I was totally unsure how to answer really. Its kind of a daunting question...

30-year Anniversary: Tonkin Gulf Lie Launched Vietnam War
Thirty years ago, it all seemed very clear.

“American Planes Hit North Vietnam After Second Attack on Our Destroyers; Move Taken to Halt New Aggression”, announced a Washington Post headline on Aug. 5, 1964.

That same day, the front page of the New York Times reported: “President Johnson has ordered retaliatory action against gunboats and ‘certain supporting facilities in North Vietnam’ after renewed attacks against American destroyers in the Gulf of Tonkin.”

But there was no “second attack” by North Vietnam — no “renewed attacks against American destroyers.” By reporting official claims as absolute truths, American journalism opened the floodgates for the bloody Vietnam War.
US Naval Institute
Questions about the Gulf of Tonkin incidents have persisted for more than 40 years. But once-classified documents and tapes released in the past several years, combined with previously uncovered facts, make clear that high government officials distorted facts and deceived the American public about events that led to full U.S. involvement in the Vietnam War.
On August 2, 1964, the U.S.S. Maddox came under fire while gathering signals intelligence in Vietnamese territorial waters. But it was the alleged “second attack,” confirmed by the NSA, that LBJ seized upon to order retaliatory bombings and push the Gulf of Tonkin Resolution through Congress.

As we now know, the “second attack” never happened.
Days after the attack, Johnson cracked, “Hell, those dumb, stupid sailors were just shooting at flying fish!” A National Security Agency historian later concluded that “N.S.A. officers had deliberately falsified intercepted communications in the incident to make it look like the attack on Aug. 4, 1964, had occurred ...
As in Vietnam, the more troops we deploy and the more adversaries we kill (along with civilians), the quicker their losses are made good and the more their ranks grow, since it's our very presence, our operations and our support of a regime without legitimacy that is the prime basis for their recruiting...

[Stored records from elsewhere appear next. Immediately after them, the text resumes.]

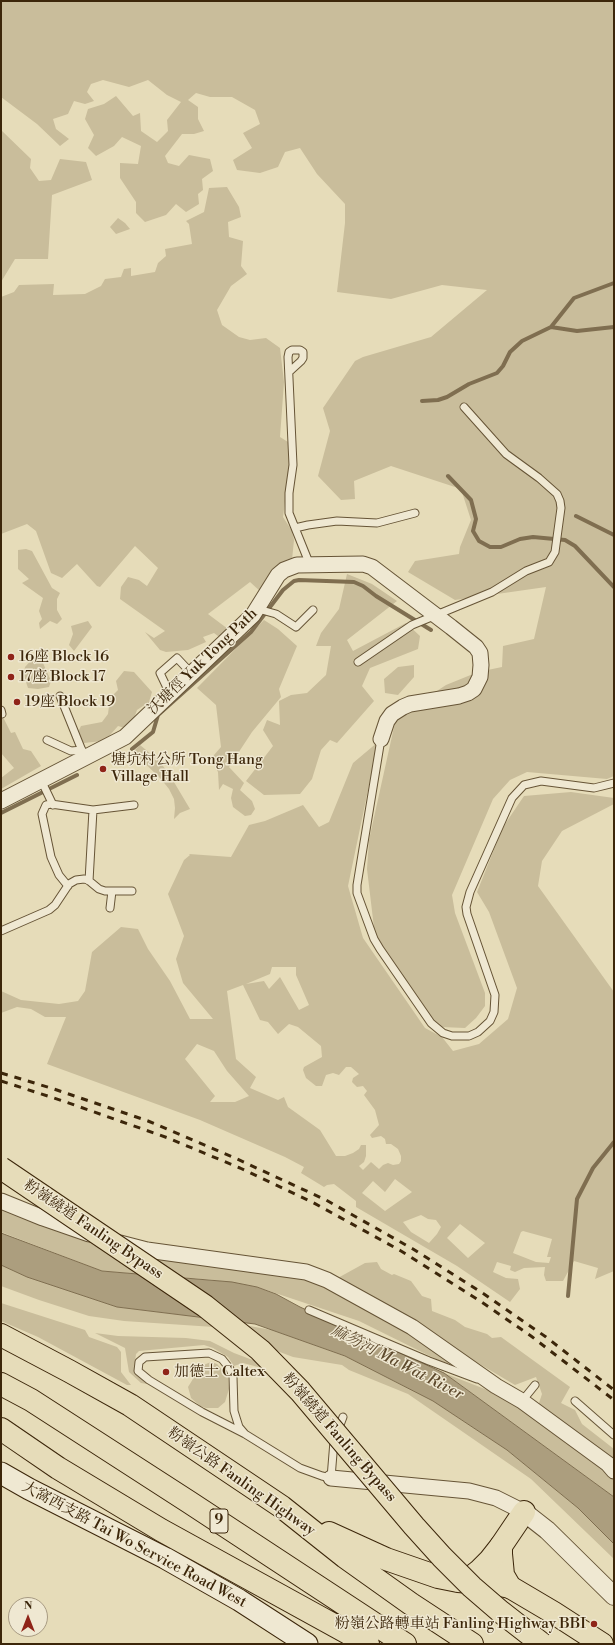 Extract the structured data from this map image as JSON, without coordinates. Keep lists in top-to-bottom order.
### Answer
{
  "streets": {
    "highway": ["粉嶺繞道 Fanling Bypass", "粉嶺公路 Fanling Highway", "9"],
    "main road": ["大窩西支路 Tai Wo Service Road West"],
    "street": ["沃塘徑 Yuk Tong Path"]
  },
  "water": ["麻笏河 Ma Wat River"],
  "places": [
    "16座 Block 16",
    "17座 Block 17",
    "19座 Block 19",
    "塘坑村公所 Tong Hang Village Hall",
    "加德士 Caltex",
    "粉嶺公路轉車站 Fanling Highway BBI"
  ],
  "north": "top"
} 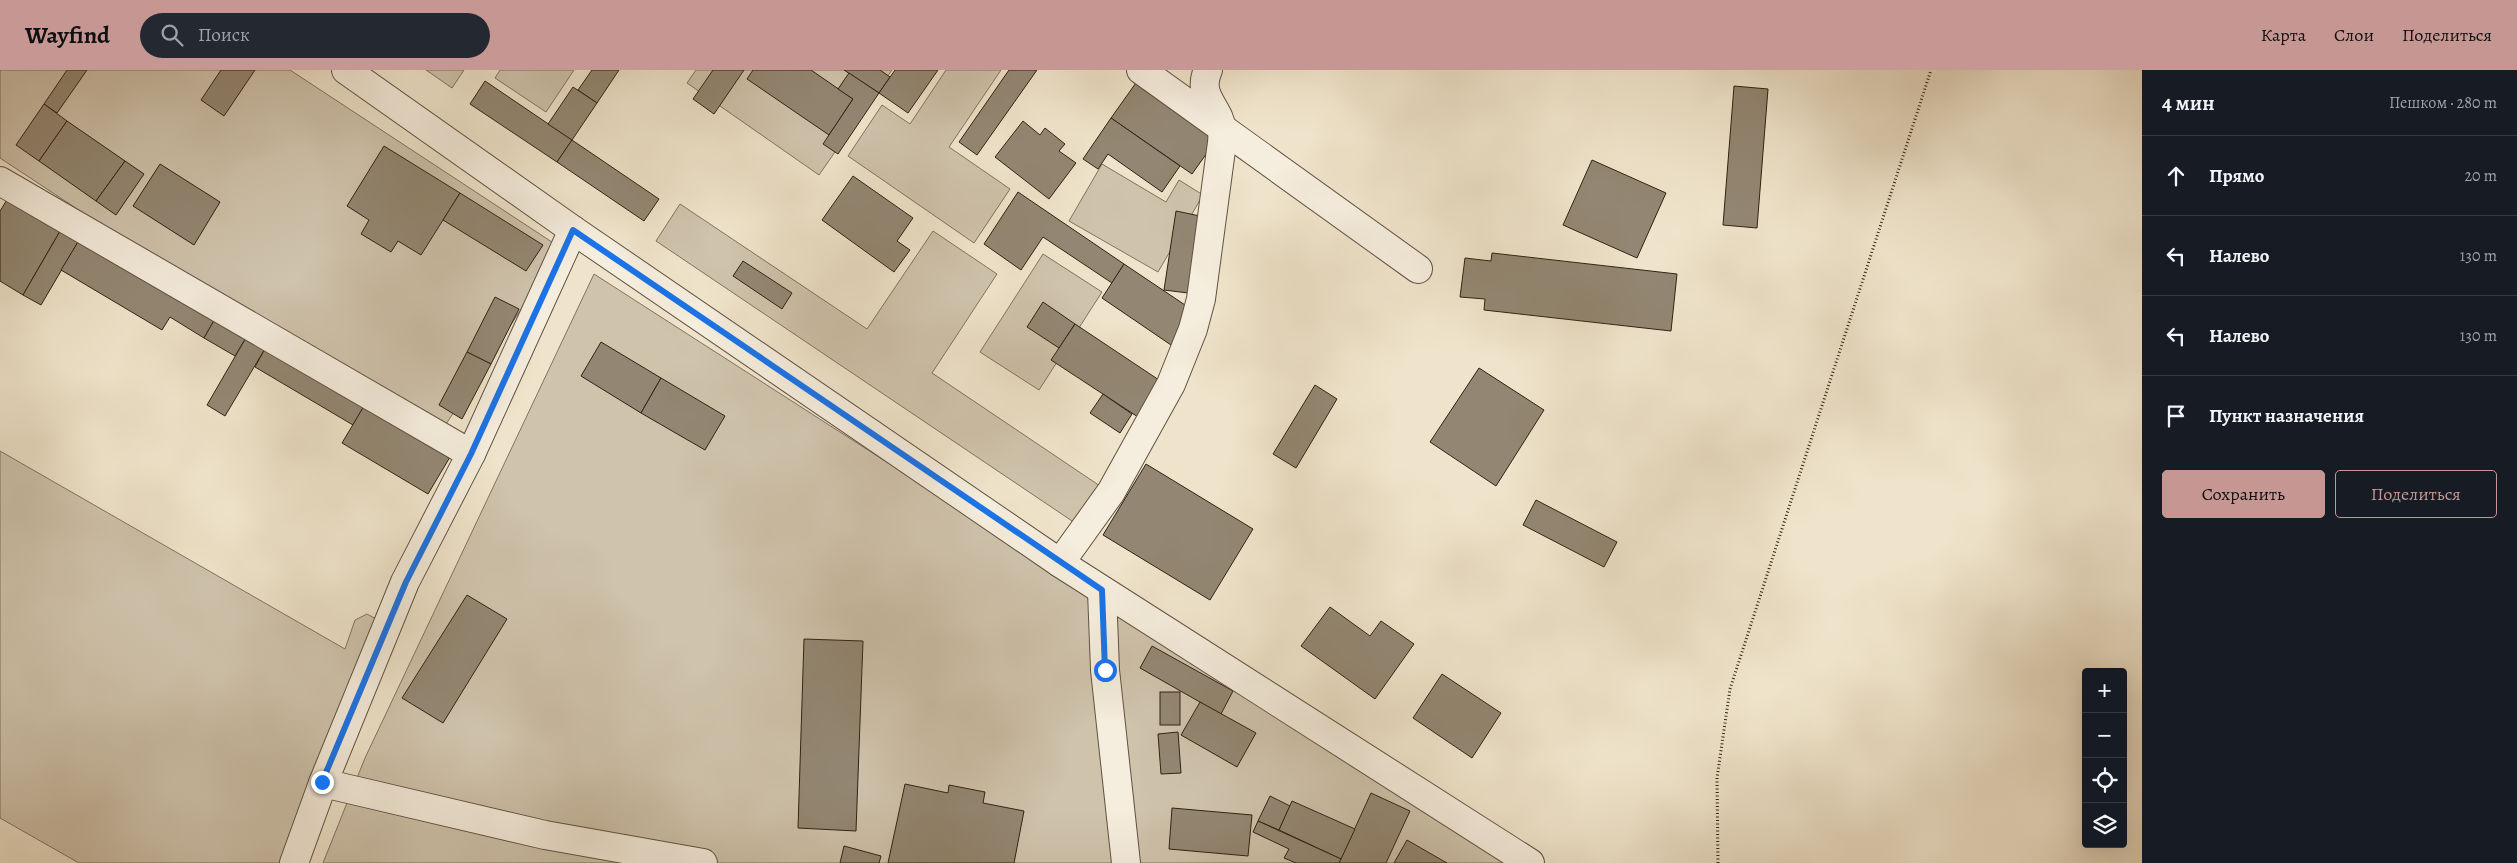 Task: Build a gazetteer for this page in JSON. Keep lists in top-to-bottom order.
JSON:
{
  "page": {
    "header": "Wayfind",
    "search": "Поиск",
    "nav": ["Карта", "Слои", "Поделиться"],
    "heading": ["4 мин", "Пешком · 280 m"],
    "list": [
      ["Прямо", "20 m"],
      ["Налево", "130 m"],
      ["Налево", "130 m"],
      "Пункт назначения"
    ],
    "buttons": ["Сохранить", "Поделиться"],
    "map_buttons": ["+", "−"]
  }
}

In accounts of wars 40 years and half a world apart, we read of the same irresponsible, self-serving presidential and congressional objectives in prolonging and escalating an unwinnable conflict: namely, the need not to be charged with weakness by political rivals, or with losing a war that a few feckless or ambitious generals foolishly claim can be won. Putting the policy-making and the field realities together, we see the same prospect of endless, bloody stalemate – unless and until, under public pressure, Congress threatens to cut off the money (as in 1972-73), forcing the executive into a negotiated withdrawal.
I'm neither a political scientist nor a historian. Above are a few links that your nephew may find relevant. Probably shouldn't forget the National Security Archive either: Tonkin Gulf Intelligence "Skewed" According to Official History and Intercepts

From my perspective, I'd say it had something to do with lies that politicians told and a media that reported those lies as facts...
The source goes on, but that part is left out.